As 2019 fast approaches, the club we all know and love has yet again evolved under the new exec in the pursuit of the Club of the Year double. Some of the changes have been less than desirable (the absence of the vodka boat race after club meal and the Circle Police becoming increasingly harsher in particular), however, there have been many fantastic developments which I am excited to share with you – not merely the return of Thursday Mupdates – thanks Owen. I thought that in true Randall style, the Term 1 President’s Report should be at least a little bit late in an attempt to balance out Owen’s eagerness so here goes…

The term started with a flurry of elections and applications for exec positions new and old, with the inception of the Welfare Sec in an attempt to further strengthen relations not only within the club but also with the SU. Big Tick. Preparation began for the new cohort of UWMCC freshers as nerves spread among the club and a number of questions needed answering:

Who could possibly fill the big shoes of Little Choppy Lawson?
Will the club still be able to run without Mihir?
Has Rooty left uni yet?

With such a big year graduating and the new third year totalling about 6, it was important that Freshers Fair was large. Among the promises of free pints and BUCS squads spaces for the masses, over 200 lads were successfully signed up and meet and greet was like a Merriman Powerplay. Absolute Carnage. This has been the generic theme throughout Owen’s circles this term, with attempts to get through every game ever invented and to make as many men reach double figures as possible. Cov indoor is no more, although don’t tell the SU that we don’t send 30 cricketers to the other side of Coventry on a Wednesday evening, or we might lose our 2019 CR2 spot. D. Lewis still throws chairs and Merriman still can’t work out Black Black White, I guess some things will never change.

One thing that did change was Ryan Sidebottom not cancelling this year, and as a result, over 80 clubmen, past and present, enjoyed a fantastic Cricket Ball filled with stories and table wine. So much so that Ferdi stole Sidebottom’s phone and called half the England team on the eve of the 2nd test match in Sri Lanka.

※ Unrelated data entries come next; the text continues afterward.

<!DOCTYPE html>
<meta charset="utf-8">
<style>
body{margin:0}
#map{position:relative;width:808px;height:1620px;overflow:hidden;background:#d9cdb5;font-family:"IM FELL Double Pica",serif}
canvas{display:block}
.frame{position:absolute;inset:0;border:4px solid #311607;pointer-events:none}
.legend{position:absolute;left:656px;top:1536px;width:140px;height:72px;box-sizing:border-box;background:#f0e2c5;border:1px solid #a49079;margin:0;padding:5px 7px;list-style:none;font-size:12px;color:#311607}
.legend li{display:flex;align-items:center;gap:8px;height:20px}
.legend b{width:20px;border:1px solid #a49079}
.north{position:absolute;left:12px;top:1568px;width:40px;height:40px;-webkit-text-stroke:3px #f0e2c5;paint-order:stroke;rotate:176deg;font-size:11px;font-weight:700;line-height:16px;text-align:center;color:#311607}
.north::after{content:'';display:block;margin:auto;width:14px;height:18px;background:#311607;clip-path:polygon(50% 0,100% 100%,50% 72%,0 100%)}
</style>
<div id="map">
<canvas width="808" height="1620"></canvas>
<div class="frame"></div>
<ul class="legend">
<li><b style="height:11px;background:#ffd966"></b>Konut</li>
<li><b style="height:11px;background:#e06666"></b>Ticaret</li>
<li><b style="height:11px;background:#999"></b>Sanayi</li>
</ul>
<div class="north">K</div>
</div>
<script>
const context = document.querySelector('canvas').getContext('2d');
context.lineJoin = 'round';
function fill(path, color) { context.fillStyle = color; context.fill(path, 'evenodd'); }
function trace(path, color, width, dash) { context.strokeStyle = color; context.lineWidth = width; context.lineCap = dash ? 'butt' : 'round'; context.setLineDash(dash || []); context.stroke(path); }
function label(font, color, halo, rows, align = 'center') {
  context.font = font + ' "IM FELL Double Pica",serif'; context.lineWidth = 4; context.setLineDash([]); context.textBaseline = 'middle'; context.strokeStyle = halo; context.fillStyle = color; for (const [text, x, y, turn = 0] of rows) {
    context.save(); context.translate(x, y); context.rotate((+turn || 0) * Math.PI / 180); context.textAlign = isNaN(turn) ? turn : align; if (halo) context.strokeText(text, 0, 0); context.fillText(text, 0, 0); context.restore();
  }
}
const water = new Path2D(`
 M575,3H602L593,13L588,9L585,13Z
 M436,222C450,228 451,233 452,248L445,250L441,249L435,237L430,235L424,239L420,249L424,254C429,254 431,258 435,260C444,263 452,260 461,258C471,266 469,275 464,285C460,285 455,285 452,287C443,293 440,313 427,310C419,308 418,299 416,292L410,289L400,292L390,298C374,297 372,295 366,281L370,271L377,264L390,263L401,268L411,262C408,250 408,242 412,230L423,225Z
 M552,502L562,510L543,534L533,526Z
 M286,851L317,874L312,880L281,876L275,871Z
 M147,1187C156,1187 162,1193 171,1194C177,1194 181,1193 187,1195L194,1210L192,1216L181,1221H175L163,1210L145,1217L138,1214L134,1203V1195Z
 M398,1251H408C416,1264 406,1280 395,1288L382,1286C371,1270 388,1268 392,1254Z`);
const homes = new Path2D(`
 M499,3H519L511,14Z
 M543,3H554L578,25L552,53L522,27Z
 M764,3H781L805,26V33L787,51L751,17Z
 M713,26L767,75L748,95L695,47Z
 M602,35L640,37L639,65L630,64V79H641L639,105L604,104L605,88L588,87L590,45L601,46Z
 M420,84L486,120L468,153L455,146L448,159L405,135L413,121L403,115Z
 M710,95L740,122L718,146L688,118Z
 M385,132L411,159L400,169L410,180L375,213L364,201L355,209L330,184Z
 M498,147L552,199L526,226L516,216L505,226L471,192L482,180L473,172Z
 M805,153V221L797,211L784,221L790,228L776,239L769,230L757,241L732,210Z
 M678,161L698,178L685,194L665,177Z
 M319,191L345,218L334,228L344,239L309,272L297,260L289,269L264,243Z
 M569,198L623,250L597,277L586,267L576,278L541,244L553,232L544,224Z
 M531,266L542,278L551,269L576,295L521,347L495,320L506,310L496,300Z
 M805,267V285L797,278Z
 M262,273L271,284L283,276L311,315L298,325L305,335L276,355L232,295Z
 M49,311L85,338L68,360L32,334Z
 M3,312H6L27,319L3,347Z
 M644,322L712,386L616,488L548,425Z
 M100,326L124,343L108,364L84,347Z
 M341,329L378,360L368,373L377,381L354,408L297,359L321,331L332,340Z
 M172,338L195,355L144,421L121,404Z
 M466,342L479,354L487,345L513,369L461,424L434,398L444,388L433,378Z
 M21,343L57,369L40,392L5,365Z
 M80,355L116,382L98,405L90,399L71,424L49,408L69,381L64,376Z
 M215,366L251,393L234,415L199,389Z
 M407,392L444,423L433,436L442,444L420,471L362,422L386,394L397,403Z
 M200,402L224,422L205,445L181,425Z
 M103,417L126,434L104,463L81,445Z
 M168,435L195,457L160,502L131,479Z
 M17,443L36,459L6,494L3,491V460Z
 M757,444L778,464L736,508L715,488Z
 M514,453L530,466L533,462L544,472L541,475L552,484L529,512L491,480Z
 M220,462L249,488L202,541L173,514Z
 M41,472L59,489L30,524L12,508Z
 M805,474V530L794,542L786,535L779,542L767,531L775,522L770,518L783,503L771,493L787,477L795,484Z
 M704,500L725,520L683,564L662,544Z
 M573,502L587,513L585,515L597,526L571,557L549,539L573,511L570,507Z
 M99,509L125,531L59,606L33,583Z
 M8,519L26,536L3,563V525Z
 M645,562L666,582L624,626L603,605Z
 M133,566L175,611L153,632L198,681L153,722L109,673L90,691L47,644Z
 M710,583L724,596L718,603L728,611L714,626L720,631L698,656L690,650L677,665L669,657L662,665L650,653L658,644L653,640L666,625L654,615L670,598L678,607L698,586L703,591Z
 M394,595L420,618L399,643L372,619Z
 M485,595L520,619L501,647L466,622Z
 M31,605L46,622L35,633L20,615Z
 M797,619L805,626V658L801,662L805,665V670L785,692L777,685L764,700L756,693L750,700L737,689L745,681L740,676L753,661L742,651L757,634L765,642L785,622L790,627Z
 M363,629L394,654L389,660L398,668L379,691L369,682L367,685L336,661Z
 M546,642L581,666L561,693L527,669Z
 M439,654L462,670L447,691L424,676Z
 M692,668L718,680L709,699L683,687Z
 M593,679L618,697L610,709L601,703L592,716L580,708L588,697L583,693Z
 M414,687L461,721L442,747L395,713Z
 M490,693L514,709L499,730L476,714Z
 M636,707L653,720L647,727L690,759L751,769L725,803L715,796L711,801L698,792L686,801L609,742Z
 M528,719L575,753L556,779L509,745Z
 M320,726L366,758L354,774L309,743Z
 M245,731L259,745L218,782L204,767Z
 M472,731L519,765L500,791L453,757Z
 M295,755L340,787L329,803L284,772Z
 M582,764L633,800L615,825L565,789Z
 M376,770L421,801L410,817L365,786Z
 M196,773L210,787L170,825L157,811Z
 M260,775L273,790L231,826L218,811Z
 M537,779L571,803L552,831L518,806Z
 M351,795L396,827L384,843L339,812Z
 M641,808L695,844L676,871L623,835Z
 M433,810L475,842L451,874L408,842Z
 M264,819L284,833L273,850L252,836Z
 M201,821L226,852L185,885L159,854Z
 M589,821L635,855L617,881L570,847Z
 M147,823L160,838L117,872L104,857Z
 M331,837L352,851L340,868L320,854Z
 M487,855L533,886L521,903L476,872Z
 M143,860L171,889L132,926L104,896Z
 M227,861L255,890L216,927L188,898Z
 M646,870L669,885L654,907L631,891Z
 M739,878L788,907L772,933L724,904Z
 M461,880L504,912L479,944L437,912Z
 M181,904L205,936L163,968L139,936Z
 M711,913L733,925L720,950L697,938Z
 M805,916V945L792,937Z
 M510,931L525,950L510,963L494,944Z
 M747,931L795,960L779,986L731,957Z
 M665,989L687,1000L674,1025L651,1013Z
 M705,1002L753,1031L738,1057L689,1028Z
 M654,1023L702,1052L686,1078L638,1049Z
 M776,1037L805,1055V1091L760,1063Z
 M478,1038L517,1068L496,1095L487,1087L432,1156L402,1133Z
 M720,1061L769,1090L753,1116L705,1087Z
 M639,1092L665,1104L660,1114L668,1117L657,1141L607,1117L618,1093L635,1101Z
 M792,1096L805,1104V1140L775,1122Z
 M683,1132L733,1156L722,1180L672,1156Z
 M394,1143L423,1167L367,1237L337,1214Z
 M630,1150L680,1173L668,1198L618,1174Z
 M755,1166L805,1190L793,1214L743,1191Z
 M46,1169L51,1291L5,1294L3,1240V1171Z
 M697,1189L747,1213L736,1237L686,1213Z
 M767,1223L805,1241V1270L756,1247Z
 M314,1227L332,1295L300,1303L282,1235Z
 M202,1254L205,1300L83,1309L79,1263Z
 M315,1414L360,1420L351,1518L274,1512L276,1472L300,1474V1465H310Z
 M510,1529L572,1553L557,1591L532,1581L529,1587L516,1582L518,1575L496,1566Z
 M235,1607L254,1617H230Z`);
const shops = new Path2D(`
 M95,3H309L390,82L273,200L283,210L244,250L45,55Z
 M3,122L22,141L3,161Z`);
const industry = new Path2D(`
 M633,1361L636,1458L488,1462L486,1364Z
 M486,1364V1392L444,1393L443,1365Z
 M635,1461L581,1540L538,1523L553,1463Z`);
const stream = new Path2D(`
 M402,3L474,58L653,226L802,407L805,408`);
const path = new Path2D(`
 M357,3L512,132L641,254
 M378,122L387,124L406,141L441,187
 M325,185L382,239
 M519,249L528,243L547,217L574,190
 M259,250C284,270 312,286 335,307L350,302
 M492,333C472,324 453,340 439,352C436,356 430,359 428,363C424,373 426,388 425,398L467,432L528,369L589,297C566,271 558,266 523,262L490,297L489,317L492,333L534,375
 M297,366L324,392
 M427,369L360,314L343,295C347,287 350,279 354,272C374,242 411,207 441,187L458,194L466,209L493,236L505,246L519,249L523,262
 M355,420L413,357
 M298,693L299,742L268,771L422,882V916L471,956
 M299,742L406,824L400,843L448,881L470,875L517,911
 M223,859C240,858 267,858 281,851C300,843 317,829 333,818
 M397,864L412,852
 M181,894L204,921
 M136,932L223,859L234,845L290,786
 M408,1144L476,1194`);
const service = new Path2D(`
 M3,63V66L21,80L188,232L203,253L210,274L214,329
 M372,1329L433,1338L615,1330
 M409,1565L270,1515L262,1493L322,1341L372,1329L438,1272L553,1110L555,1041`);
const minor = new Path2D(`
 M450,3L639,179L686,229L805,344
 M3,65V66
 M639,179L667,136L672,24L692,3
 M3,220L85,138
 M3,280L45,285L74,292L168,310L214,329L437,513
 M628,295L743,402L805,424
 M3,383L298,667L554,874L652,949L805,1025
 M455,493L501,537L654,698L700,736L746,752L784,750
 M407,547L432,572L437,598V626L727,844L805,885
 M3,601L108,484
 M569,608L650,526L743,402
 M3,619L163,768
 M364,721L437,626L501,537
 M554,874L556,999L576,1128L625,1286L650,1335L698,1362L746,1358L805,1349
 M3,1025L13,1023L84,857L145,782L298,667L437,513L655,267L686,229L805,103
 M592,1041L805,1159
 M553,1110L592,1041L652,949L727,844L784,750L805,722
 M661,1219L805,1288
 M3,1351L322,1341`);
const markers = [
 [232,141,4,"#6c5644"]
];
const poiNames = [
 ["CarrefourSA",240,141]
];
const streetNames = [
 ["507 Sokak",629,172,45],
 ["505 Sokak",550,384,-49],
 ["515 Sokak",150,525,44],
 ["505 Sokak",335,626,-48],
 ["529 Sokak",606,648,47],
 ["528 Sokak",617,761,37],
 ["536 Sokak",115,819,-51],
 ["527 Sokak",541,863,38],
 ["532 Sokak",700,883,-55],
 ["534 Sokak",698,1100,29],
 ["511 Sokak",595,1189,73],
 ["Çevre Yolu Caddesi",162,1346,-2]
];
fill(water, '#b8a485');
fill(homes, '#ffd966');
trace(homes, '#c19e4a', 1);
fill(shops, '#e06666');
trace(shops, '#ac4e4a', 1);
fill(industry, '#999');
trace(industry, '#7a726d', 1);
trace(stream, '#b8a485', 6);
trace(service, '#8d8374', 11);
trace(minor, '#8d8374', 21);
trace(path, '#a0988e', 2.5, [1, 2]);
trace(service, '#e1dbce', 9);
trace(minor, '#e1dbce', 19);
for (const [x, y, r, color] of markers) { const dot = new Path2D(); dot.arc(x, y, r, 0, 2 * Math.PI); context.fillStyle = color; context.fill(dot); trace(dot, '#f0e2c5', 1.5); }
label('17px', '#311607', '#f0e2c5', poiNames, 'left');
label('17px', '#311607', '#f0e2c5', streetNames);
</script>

Even the Women’s Club managed to snag a table this year as they go from strength to strength with Amelia, Hetty et al., really building on what Sophia started last year. With rumours of an early Old Boys Skl Dayz circle next term, the social calendar promises to deliver again in Term 2. Wack.

Akuma are still shit.

Rav has really embraced the Tour Sec role and has successfully negotiated a deal with just about everybody in order to get us to Sri Lanka come the end of Term 2. With promises of no sudden payments and a final tour itinerary being banded around already doors, the ghost of the Roach has well and truly been banished. For now.

SJ has already embarked on the huge hobbit like quest once walked by Ferdi and Choppy, and yet again we have smashed Movember raising over £2,000 for such a great cause. Congrats to all the boys who took part this year, especially those who managed to actually grow some facial hair. Following our national Mo success last year, the University as a whole managed to raise over £10,000 in 2018 which is quite impressive. In a bid to right the wrongs of last year’s CMD slip up, SJ and Timmo rallied the boys and unfortunately disaster struck. Not only did we finish 3rd, Men’s Hockey won, and they weren’t shy about letting us know at circle. Queue the ‘we won club of the year’ counter and watch them sit back down. Training for next year’s CMD has already begun with past winners from the glory days being drafted in as consultants. Only Kraus can save us now. With the ‘Coaching in Schools’ programme given the green light for Term 2 and 24-hour charity related activities planning well underway, Jono is making every effort to keeping up the club’s recent tradition of basically being UNICEF, so a massive thanks must go out to everyone who has taken part or donated so far this year, keep it up! With Birdy running the London Marathon in 2019 and many of the lads supporting him by running the Stratford Half, it would be brilliant to see the donations keep on coming in over the next term!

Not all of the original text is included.